- 36°35′15″N 40°40′27″E﻿ / ﻿36.58745454°N 40.67427583°E
- Type: tell
- Periods: Early Dynastic period, Hellenistic period
- Location: Hasakah Governorate, Syria
- Region: Upper Mesopotamia

Site notes
- Height: 16 metre
- Area: 2 hectare
- Excavation dates: 1988; 1989; 1990
- Archaeologists: Piotr Bieliński, Maria Krogulska

= Tell Djassa =

Archaeological site in Syria

Tell Djassa (Tell Djassa el-Gharbi) is an archaeological site in Syria, in the Khabur River basin, in the area of the Khabur Triangle in Upper Mesopotamia.

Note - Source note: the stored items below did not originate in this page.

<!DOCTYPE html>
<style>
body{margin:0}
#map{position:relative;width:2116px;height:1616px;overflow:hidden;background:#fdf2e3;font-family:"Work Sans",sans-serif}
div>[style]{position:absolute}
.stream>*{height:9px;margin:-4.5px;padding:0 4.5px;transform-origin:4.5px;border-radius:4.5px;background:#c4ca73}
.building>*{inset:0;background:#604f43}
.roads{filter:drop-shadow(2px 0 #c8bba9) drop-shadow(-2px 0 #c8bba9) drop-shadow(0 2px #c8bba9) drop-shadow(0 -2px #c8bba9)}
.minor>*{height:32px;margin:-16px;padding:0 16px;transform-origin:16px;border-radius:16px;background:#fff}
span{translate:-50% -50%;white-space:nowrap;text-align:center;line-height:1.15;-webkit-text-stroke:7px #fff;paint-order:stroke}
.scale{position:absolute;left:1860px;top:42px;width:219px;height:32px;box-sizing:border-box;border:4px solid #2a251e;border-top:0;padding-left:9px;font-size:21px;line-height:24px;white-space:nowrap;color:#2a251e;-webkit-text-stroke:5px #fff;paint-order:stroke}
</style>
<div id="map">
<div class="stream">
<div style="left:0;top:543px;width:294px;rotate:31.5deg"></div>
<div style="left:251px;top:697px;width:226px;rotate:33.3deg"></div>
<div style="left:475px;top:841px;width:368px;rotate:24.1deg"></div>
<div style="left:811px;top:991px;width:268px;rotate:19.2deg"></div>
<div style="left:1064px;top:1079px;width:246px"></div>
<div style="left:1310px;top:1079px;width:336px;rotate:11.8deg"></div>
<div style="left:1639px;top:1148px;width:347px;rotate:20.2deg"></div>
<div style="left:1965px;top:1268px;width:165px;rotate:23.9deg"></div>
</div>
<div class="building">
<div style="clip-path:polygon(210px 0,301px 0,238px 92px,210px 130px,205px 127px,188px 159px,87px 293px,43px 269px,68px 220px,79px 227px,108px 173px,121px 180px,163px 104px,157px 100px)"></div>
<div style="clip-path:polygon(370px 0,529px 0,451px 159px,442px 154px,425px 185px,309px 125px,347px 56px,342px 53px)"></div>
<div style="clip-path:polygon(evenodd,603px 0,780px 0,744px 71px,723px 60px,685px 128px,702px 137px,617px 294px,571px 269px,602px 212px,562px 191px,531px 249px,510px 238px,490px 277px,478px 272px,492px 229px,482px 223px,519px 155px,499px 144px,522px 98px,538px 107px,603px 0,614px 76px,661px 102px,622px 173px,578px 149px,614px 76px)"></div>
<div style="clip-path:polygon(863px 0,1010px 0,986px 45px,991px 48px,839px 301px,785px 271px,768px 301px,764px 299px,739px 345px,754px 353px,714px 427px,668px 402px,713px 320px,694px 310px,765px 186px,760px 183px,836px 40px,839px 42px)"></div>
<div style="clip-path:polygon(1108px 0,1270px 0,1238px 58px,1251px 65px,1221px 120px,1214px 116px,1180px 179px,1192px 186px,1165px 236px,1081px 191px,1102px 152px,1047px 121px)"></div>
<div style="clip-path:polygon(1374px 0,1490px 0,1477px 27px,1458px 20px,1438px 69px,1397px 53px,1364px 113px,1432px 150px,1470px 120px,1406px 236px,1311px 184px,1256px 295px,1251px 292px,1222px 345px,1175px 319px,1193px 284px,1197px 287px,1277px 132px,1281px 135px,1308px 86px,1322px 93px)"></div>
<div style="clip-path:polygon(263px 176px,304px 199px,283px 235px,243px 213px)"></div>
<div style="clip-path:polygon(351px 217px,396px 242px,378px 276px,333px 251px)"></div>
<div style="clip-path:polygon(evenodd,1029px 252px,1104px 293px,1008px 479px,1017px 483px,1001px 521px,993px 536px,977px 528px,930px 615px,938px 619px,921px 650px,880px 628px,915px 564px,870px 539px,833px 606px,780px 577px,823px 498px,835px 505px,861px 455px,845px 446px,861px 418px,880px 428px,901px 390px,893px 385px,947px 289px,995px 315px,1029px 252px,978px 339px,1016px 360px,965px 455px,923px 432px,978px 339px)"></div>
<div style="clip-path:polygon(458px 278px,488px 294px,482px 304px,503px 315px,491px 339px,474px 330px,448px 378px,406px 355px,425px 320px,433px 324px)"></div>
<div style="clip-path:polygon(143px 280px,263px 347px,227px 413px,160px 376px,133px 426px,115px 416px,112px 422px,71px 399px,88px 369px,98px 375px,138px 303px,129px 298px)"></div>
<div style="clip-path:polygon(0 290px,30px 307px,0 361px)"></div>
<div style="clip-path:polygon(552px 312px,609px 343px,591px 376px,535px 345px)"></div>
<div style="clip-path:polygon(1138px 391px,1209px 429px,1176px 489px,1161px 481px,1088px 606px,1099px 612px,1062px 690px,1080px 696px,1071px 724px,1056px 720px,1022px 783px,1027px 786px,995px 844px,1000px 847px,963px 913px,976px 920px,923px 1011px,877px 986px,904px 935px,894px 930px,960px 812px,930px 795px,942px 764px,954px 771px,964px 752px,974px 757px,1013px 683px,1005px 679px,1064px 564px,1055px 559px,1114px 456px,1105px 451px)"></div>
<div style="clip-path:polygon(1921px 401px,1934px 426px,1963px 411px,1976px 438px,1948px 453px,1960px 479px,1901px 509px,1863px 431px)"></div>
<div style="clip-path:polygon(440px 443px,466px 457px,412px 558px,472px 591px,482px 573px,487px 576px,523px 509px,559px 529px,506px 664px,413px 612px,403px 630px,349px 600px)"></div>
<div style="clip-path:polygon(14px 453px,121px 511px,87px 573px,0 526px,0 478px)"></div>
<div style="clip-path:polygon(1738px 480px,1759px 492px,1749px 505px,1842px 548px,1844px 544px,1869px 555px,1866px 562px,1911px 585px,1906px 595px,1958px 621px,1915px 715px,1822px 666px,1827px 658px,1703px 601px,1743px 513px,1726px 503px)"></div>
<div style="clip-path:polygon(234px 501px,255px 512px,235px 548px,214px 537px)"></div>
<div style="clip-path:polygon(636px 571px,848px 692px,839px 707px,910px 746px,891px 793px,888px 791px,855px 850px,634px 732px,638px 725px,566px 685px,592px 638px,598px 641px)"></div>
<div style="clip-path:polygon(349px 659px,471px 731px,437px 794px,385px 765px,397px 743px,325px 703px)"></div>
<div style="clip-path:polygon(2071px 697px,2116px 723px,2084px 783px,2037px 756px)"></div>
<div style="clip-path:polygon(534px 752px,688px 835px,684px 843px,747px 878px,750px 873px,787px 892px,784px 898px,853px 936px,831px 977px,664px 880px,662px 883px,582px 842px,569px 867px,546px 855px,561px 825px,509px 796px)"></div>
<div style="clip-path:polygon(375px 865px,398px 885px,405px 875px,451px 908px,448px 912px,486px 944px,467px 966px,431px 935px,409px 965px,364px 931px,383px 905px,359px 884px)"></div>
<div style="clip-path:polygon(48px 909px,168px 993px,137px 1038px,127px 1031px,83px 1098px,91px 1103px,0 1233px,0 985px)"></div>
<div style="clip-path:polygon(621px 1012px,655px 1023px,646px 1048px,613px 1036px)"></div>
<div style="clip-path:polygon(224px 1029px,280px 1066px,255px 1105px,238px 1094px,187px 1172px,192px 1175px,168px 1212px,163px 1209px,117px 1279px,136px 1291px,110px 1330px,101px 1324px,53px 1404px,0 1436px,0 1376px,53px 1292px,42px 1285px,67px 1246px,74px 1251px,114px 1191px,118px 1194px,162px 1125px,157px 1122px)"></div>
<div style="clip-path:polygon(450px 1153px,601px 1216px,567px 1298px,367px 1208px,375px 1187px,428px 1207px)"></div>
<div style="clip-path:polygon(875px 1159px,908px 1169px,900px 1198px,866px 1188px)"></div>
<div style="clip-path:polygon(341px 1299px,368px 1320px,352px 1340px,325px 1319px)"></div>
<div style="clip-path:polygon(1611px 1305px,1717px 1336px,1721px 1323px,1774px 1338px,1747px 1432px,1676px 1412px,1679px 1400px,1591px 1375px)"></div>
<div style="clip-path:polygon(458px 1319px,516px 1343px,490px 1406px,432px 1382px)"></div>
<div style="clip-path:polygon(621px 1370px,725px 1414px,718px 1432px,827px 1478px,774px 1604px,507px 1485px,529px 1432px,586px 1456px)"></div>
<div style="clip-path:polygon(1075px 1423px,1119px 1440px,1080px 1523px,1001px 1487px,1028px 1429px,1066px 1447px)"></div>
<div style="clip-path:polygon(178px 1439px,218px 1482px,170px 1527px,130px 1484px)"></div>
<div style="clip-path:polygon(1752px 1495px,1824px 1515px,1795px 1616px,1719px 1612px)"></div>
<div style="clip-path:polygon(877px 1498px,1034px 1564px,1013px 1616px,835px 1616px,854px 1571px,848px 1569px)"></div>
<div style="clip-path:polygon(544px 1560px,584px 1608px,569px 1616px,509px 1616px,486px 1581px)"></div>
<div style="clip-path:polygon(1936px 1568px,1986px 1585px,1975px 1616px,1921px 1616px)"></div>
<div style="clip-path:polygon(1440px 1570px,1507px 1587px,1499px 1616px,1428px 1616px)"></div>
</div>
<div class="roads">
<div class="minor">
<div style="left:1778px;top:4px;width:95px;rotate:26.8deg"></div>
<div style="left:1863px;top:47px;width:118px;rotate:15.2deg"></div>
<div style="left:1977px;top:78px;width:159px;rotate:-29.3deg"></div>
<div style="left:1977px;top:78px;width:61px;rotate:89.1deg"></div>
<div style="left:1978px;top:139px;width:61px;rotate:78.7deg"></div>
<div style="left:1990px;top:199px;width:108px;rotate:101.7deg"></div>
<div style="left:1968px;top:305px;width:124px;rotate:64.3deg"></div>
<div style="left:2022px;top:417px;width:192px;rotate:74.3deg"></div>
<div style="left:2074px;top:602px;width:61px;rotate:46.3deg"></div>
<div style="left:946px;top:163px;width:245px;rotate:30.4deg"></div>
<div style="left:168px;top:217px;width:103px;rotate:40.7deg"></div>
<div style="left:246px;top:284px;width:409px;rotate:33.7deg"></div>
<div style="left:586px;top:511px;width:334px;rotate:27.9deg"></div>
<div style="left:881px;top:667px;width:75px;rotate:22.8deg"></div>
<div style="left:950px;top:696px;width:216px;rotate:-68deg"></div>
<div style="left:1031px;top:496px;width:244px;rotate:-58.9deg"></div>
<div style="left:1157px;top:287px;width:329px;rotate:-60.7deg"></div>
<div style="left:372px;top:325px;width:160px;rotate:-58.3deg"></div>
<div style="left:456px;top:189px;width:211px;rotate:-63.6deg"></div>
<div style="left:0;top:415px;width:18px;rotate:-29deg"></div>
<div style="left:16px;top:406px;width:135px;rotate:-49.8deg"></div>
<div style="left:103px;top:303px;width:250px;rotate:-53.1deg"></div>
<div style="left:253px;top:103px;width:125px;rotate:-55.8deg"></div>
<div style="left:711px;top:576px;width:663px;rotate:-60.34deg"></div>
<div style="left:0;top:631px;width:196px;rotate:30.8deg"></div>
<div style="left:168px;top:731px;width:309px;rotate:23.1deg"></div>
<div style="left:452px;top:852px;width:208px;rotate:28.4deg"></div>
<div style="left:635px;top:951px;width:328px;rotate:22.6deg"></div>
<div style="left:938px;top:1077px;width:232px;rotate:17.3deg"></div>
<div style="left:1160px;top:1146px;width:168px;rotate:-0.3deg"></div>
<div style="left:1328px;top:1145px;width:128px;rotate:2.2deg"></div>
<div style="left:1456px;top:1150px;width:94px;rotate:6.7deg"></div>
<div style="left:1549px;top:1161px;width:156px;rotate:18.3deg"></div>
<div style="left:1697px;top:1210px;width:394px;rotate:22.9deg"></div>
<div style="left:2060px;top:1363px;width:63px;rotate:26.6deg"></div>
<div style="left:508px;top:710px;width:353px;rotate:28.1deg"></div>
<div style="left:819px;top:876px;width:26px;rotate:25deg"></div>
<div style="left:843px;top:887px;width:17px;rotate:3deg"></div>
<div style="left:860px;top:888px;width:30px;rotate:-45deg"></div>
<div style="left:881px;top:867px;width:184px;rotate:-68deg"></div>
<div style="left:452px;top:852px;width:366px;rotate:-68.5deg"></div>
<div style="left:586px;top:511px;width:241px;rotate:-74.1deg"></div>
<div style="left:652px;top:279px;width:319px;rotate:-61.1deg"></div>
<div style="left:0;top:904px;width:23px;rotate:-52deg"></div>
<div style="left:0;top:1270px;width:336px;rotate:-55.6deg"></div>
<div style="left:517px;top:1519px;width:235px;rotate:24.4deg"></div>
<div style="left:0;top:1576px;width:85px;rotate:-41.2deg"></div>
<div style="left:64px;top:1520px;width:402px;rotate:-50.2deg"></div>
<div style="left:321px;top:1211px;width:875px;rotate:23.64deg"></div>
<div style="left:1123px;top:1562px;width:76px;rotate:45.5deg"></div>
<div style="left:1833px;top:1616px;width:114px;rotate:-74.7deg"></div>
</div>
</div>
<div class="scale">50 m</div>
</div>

== Archaeological Research ==
The site was excavated in 1988–1990 as part of the Western Hassake Dam Project, an international salvage project organized by the Syrian Directorate-General of Antiquities and Museums. In the framework of the same project, the site of Tell Abu Hafur, located about 2.5 km away, was also studied. The tell was 16 m high and 150 m wide, covering an area of about 2 hectares. Four main phases of occupation were distinguished, all dating to the 3rd millennium BC, the Early Dynastic period, especially sub-period III (2500–2300 BC). The site was resettled at the end of the 1st millennium BC, as indicated by fragments of Hellenistic pottery. The research was conducted under the auspices of the Polish Centre of Mediterranean Archaeology University of Warsaw and directed by Maria Krogulska (1988) and Piotr Bieliński (1989–1990). Some of the ceramic vessels from Tell Djassa now form part of the collection of the National Museum in Warsaw. One of the most interesting discoveries was a lead figurine, presumably of the goddess Ishtar. Finds included three Third-millennium BC clay figurines (2 anthropomorphic and 1 zoomorphic).